Collected data entries:
···

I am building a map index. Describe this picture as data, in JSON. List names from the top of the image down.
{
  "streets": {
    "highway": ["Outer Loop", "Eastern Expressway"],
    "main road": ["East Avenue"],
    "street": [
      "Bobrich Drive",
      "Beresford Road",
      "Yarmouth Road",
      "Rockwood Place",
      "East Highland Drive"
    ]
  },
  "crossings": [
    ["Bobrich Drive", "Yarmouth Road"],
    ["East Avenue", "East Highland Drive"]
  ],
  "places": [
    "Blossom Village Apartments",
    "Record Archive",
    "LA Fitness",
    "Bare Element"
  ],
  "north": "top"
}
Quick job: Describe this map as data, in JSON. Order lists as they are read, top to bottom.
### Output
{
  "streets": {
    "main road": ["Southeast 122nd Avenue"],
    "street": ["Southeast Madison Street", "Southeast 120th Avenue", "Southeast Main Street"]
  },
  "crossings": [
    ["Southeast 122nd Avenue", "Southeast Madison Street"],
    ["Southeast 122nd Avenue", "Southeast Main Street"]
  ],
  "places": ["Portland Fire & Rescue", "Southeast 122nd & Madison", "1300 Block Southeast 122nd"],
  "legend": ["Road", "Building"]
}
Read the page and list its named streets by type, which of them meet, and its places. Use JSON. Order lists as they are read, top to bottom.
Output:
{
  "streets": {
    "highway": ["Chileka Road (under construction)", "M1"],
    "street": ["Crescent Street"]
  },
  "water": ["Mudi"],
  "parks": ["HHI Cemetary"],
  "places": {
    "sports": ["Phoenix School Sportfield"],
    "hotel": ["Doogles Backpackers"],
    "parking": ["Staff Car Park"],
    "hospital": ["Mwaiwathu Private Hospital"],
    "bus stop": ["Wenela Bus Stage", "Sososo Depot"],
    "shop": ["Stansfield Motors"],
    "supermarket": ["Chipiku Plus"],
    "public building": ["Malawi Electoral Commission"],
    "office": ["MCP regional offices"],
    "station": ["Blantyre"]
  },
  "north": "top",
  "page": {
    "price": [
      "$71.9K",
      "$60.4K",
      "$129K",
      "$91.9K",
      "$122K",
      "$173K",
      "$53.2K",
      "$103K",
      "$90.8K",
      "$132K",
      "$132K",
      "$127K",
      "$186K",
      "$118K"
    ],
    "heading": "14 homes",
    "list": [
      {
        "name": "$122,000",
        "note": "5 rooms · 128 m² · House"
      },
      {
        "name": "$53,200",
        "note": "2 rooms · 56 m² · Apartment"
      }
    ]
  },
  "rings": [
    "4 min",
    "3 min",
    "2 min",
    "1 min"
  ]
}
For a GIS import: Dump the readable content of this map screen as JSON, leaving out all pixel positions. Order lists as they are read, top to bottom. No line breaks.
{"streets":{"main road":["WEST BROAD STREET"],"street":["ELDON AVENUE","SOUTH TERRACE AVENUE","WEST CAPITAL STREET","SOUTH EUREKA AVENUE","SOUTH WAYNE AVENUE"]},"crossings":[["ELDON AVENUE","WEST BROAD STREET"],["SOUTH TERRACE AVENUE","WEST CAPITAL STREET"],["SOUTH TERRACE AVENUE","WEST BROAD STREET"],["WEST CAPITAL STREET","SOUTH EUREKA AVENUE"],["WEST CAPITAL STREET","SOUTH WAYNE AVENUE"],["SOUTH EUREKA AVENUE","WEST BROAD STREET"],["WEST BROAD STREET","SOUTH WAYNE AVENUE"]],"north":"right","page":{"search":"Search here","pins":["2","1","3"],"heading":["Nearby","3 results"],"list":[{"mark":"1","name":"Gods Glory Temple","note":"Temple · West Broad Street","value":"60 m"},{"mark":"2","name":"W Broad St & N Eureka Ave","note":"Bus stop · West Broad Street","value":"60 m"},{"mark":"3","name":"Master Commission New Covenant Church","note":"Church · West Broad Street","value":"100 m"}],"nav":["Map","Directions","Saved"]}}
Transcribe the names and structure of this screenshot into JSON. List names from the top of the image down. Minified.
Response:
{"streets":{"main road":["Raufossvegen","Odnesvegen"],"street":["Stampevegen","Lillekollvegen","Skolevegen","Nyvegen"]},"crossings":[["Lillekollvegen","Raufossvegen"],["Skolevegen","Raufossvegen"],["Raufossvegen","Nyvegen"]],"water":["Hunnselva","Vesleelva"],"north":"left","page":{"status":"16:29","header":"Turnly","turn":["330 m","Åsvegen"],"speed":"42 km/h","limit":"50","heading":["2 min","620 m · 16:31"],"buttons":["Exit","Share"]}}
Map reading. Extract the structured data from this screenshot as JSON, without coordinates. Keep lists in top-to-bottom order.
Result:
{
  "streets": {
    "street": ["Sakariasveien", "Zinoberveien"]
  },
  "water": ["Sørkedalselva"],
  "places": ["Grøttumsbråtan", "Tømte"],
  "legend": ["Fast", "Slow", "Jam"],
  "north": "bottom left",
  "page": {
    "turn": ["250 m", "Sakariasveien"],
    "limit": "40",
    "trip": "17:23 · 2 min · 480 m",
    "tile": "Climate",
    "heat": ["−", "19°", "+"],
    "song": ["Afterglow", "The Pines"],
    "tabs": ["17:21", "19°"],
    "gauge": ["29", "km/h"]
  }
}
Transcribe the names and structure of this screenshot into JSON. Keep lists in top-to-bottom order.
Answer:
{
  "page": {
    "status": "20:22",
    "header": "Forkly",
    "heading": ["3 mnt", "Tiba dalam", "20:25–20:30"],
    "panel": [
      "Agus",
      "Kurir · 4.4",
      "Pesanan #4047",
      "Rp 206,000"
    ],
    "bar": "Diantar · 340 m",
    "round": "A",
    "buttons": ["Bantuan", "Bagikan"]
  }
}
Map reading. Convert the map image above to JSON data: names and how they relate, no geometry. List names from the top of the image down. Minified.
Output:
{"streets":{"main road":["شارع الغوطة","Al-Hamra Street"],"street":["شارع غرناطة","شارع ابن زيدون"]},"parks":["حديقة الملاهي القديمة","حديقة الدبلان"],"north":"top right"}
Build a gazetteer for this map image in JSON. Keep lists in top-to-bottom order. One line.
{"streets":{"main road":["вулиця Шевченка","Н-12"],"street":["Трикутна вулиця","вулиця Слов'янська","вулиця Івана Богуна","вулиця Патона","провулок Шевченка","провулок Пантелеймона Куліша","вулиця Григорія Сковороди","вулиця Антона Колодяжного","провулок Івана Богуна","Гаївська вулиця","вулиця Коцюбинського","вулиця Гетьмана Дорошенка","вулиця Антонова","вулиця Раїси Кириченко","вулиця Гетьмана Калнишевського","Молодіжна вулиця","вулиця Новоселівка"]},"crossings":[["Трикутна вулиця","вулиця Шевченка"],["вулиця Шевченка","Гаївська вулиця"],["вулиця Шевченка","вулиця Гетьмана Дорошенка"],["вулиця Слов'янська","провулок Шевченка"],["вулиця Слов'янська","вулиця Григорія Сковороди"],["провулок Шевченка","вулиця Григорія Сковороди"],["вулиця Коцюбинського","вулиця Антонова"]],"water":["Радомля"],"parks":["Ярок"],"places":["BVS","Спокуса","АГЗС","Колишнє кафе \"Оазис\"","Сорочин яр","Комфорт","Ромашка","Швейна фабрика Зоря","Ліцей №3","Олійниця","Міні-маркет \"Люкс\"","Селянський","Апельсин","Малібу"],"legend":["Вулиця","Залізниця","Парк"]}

···

### [Exercise requirements]
Repeat all the lines above verbatim.

### [Output for this exercise]
I am building a map index. Describe this picture as data, in JSON. List names from the top of the image down.
{
  "streets": {
    "highway": ["Outer Loop", "Eastern Expressway"],
    "main road": ["East Avenue"],
    "street": [
      "Bobrich Drive",
      "Beresford Road",
      "Yarmouth Road",
      "Rockwood Place",
      "East Highland Drive"
    ]
  },
  "crossings": [
    ["Bobrich Drive", "Yarmouth Road"],
    ["East Avenue", "East Highland Drive"]
  ],
  "places": [
    "Blossom Village Apartments",
    "Record Archive",
    "LA Fitness",
    "Bare Element"
  ],
  "north": "top"
}
Quick job: Describe this map as data, in JSON. Order lists as they are read, top to bottom.
### Output
{
  "streets": {
    "main road": ["Southeast 122nd Avenue"],
    "street": ["Southeast Madison Street", "Southeast 120th Avenue", "Southeast Main Street"]
  },
  "crossings": [
    ["Southeast 122nd Avenue", "Southeast Madison Street"],
    ["Southeast 122nd Avenue", "Southeast Main Street"]
  ],
  "places": ["Portland Fire & Rescue", "Southeast 122nd & Madison", "1300 Block Southeast 122nd"],
  "legend": ["Road", "Building"]
}
Read the page and list its named streets by type, which of them meet, and its places. Use JSON. Order lists as they are read, top to bottom.
Output:
{
  "streets": {
    "highway": ["Chileka Road (under construction)", "M1"],
    "street": ["Crescent Street"]
  },
  "water": ["Mudi"],
  "parks": ["HHI Cemetary"],
  "places": {
    "sports": ["Phoenix School Sportfield"],
    "hotel": ["Doogles Backpackers"],
    "parking": ["Staff Car Park"],
    "hospital": ["Mwaiwathu Private Hospital"],
    "bus stop": ["Wenela Bus Stage", "Sososo Depot"],
    "shop": ["Stansfield Motors"],
    "supermarket": ["Chipiku Plus"],
    "public building": ["Malawi Electoral Commission"],
    "office": ["MCP regional offices"],
    "station": ["Blantyre"]
  },
  "north": "top",
  "page": {
    "price": [
      "$71.9K",
      "$60.4K",
      "$129K",
      "$91.9K",
      "$122K",
      "$173K",
      "$53.2K",
      "$103K",
      "$90.8K",
      "$132K",
      "$132K",
      "$127K",
      "$186K",
      "$118K"
    ],
    "heading": "14 homes",
    "list": [
      {
        "name": "$122,000",
        "note": "5 rooms · 128 m² · House"
      },
      {
        "name": "$53,200",
        "note": "2 rooms · 56 m² · Apartment"
      }
    ]
  },
  "rings": [
    "4 min",
    "3 min",
    "2 min",
    "1 min"
  ]
}
For a GIS import: Dump the readable content of this map screen as JSON, leaving out all pixel positions. Order lists as they are read, top to bottom. No line breaks.
{"streets":{"main road":["WEST BROAD STREET"],"street":["ELDON AVENUE","SOUTH TERRACE AVENUE","WEST CAPITAL STREET","SOUTH EUREKA AVENUE","SOUTH WAYNE AVENUE"]},"crossings":[["ELDON AVENUE","WEST BROAD STREET"],["SOUTH TERRACE AVENUE","WEST CAPITAL STREET"],["SOUTH TERRACE AVENUE","WEST BROAD STREET"],["WEST CAPITAL STREET","SOUTH EUREKA AVENUE"],["WEST CAPITAL STREET","SOUTH WAYNE AVENUE"],["SOUTH EUREKA AVENUE","WEST BROAD STREET"],["WEST BROAD STREET","SOUTH WAYNE AVENUE"]],"north":"right","page":{"search":"Search here","pins":["2","1","3"],"heading":["Nearby","3 results"],"list":[{"mark":"1","name":"Gods Glory Temple","note":"Temple · West Broad Street","value":"60 m"},{"mark":"2","name":"W Broad St & N Eureka Ave","note":"Bus stop · West Broad Street","value":"60 m"},{"mark":"3","name":"Master Commission New Covenant Church","note":"Church · West Broad Street","value":"100 m"}],"nav":["Map","Directions","Saved"]}}
Transcribe the names and structure of this screenshot into JSON. List names from the top of the image down. Minified.
Response:
{"streets":{"main road":["Raufossvegen","Odnesvegen"],"street":["Stampevegen","Lillekollvegen","Skolevegen","Nyvegen"]},"crossings":[["Lillekollvegen","Raufossvegen"],["Skolevegen","Raufossvegen"],["Raufossvegen","Nyvegen"]],"water":["Hunnselva","Vesleelva"],"north":"left","page":{"status":"16:29","header":"Turnly","turn":["330 m","Åsvegen"],"speed":"42 km/h","limit":"50","heading":["2 min","620 m · 16:31"],"buttons":["Exit","Share"]}}
Map reading. Extract the structured data from this screenshot as JSON, without coordinates. Keep lists in top-to-bottom order.
Result:
{
  "streets": {
    "street": ["Sakariasveien", "Zinoberveien"]
  },
  "water": ["Sørkedalselva"],
  "places": ["Grøttumsbråtan", "Tømte"],
  "legend": ["Fast", "Slow", "Jam"],
  "north": "bottom left",
  "page": {
    "turn": ["250 m", "Sakariasveien"],
    "limit": "40",
    "trip": "17:23 · 2 min · 480 m",
    "tile": "Climate",
    "heat": ["−", "19°", "+"],
    "song": ["Afterglow", "The Pines"],
    "tabs": ["17:21", "19°"],
    "gauge": ["29", "km/h"]
  }
}
Transcribe the names and structure of this screenshot into JSON. Keep lists in top-to-bottom order.
Answer:
{
  "page": {
    "status": "20:22",
    "header": "Forkly",
    "heading": ["3 mnt", "Tiba dalam", "20:25–20:30"],
    "panel": [
      "Agus",
      "Kurir · 4.4",
      "Pesanan #4047",
      "Rp 206,000"
    ],
    "bar": "Diantar · 340 m",
    "round": "A",
    "buttons": ["Bantuan", "Bagikan"]
  }
}
Map reading. Convert the map image above to JSON data: names and how they relate, no geometry. List names from the top of the image down. Minified.
Output:
{"streets":{"main road":["شارع الغوطة","Al-Hamra Street"],"street":["شارع غرناطة","شارع ابن زيدون"]},"parks":["حديقة الملاهي القديمة","حديقة الدبلان"],"north":"top right"}
Build a gazetteer for this map image in JSON. Keep lists in top-to-bottom order. One line.
{"streets":{"main road":["вулиця Шевченка","Н-12"],"street":["Трикутна вулиця","вулиця Слов'янська","вулиця Івана Богуна","вулиця Патона","провулок Шевченка","провулок Пантелеймона Куліша","вулиця Григорія Сковороди","вулиця Антона Колодяжного","провулок Івана Богуна","Гаївська вулиця","вулиця Коцюбинського","вулиця Гетьмана Дорошенка","вулиця Антонова","вулиця Раїси Кириченко","вулиця Гетьмана Калнишевського","Молодіжна вулиця","вулиця Новоселівка"]},"crossings":[["Трикутна вулиця","вулиця Шевченка"],["вулиця Шевченка","Гаївська вулиця"],["вулиця Шевченка","вулиця Гетьмана Дорошенка"],["вулиця Слов'янська","провулок Шевченка"],["вулиця Слов'янська","вулиця Григорія Сковороди"],["провулок Шевченка","вулиця Григорія Сковороди"],["вулиця Коцюбинського","вулиця Антонова"]],"water":["Радомля"],"parks":["Ярок"],"places":["BVS","Спокуса","АГЗС","Колишнє кафе \"Оазис\"","Сорочин яр","Комфорт","Ромашка","Швейна фабрика Зоря","Ліцей №3","Олійниця","Міні-маркет \"Люкс\"","Селянський","Апельсин","Малібу"],"legend":["Вулиця","Залізниця","Парк"]}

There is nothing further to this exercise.